Unicode
Table of Contents
1. Unicode
Representing text-format data in computers is a matter of:
- repertoires: defining a set of characters defining a repertoires of an unordered collection of characters
- charset: assigning each character of the repertoires a number (code point) a coded character set (charset) maps characters from the repertoires to numeric values
- encoding: assigning the number a bit representation
thus, we should tell `charset` and `encoding` apart when talking about text-format data. but for some simple text-format like ASCII, the two concepts are basically the same: ASCII is both a charset and an encoding scheme
1.1. Charset
ASCII uses 7 bit to encode 128 characters.
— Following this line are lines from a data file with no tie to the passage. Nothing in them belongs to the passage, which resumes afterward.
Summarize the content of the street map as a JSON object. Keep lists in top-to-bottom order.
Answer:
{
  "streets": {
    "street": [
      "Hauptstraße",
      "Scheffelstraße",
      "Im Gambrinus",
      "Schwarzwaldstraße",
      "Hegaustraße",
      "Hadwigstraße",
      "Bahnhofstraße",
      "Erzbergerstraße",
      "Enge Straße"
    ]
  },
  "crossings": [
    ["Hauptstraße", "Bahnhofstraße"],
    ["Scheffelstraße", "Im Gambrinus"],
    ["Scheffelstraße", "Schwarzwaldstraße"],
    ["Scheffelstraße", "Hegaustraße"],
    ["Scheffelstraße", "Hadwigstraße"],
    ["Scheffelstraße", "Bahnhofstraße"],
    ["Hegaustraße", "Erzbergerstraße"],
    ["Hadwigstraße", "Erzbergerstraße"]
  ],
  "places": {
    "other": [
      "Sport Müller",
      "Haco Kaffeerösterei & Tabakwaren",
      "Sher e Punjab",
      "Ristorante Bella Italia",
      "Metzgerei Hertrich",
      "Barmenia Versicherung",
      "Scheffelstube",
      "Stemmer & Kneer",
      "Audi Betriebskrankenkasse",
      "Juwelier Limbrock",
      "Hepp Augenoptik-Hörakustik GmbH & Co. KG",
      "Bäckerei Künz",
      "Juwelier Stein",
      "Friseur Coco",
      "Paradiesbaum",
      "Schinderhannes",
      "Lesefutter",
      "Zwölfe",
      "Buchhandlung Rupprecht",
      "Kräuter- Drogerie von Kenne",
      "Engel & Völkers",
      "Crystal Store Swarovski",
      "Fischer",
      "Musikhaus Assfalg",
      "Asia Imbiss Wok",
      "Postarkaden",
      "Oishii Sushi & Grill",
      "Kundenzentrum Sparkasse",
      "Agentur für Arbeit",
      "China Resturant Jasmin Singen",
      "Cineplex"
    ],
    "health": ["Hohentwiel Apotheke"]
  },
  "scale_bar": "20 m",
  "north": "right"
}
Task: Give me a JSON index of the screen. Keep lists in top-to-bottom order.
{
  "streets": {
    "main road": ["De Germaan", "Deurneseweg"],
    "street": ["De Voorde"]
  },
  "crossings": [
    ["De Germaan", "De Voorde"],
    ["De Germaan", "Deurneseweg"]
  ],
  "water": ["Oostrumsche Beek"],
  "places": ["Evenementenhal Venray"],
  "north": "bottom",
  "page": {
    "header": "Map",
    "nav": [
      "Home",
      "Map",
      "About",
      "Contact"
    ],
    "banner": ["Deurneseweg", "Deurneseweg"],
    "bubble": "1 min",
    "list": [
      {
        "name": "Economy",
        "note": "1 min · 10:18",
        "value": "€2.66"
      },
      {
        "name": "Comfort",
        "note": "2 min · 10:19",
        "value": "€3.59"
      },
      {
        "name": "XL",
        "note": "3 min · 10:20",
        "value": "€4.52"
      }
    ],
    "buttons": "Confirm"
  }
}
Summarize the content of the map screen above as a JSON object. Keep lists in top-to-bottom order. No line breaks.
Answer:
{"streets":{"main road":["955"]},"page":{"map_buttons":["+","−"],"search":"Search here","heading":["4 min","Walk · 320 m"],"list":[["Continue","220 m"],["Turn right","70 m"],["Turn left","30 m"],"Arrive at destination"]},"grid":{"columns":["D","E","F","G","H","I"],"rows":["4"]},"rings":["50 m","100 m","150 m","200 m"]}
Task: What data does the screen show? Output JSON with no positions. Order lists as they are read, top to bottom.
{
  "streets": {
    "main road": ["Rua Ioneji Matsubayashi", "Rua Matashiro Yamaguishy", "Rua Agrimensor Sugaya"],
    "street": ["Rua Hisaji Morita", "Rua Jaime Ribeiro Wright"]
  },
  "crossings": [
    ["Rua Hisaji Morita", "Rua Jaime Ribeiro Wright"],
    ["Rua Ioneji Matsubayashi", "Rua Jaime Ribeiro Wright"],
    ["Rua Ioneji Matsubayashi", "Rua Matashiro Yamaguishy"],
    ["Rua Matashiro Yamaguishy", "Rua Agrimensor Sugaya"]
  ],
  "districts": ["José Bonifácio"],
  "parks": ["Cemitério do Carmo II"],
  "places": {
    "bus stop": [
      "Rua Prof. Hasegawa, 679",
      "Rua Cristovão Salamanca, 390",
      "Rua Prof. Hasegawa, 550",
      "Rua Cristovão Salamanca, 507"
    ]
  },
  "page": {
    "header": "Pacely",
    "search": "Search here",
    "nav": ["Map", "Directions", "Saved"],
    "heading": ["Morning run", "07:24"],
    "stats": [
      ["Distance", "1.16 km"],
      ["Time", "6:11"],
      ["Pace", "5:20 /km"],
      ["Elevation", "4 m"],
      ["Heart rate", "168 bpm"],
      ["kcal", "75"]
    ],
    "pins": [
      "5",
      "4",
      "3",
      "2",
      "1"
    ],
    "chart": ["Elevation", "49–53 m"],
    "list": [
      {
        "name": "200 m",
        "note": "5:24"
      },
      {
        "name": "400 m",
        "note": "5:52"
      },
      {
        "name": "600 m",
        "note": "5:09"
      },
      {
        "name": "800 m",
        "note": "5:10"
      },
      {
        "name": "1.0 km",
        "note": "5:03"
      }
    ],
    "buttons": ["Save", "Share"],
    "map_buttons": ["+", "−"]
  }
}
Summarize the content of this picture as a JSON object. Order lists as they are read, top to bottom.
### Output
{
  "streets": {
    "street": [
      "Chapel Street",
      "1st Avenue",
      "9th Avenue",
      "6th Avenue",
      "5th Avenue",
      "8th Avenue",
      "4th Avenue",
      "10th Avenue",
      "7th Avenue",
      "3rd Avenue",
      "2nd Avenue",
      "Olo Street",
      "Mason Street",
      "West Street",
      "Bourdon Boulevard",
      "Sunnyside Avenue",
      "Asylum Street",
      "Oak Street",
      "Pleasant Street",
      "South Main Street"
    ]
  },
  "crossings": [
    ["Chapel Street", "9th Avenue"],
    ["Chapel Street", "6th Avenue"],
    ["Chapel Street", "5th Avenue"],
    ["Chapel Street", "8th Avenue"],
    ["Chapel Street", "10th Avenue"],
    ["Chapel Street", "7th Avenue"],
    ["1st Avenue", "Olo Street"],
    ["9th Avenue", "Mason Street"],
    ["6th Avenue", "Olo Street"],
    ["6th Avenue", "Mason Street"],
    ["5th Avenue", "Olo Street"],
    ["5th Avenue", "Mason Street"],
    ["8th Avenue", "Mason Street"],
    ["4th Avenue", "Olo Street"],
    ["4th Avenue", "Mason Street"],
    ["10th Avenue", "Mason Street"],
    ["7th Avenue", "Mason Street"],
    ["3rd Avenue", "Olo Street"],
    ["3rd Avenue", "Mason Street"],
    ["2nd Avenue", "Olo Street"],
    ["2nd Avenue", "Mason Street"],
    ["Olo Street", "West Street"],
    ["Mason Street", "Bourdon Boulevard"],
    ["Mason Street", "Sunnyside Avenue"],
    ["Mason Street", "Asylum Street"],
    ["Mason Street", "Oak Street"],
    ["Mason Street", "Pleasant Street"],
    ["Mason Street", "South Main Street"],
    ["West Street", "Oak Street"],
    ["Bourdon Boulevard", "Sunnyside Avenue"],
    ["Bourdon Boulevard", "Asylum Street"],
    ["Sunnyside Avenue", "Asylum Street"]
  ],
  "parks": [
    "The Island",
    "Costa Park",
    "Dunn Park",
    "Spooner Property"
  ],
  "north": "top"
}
LATIN-1 uses 8 bit to encode 256 characters.
Unicode is a charset, so when we talking about unicode, temporary forget the encoding schemes like `utf`, `ucs`…
The first version of unicode used 16-bit code points, which allowed for encoding 65536 characters.
Starting with unicode 2.0, the Unicode standard began assigning code points from 0-10ffff (which requires 21 bits)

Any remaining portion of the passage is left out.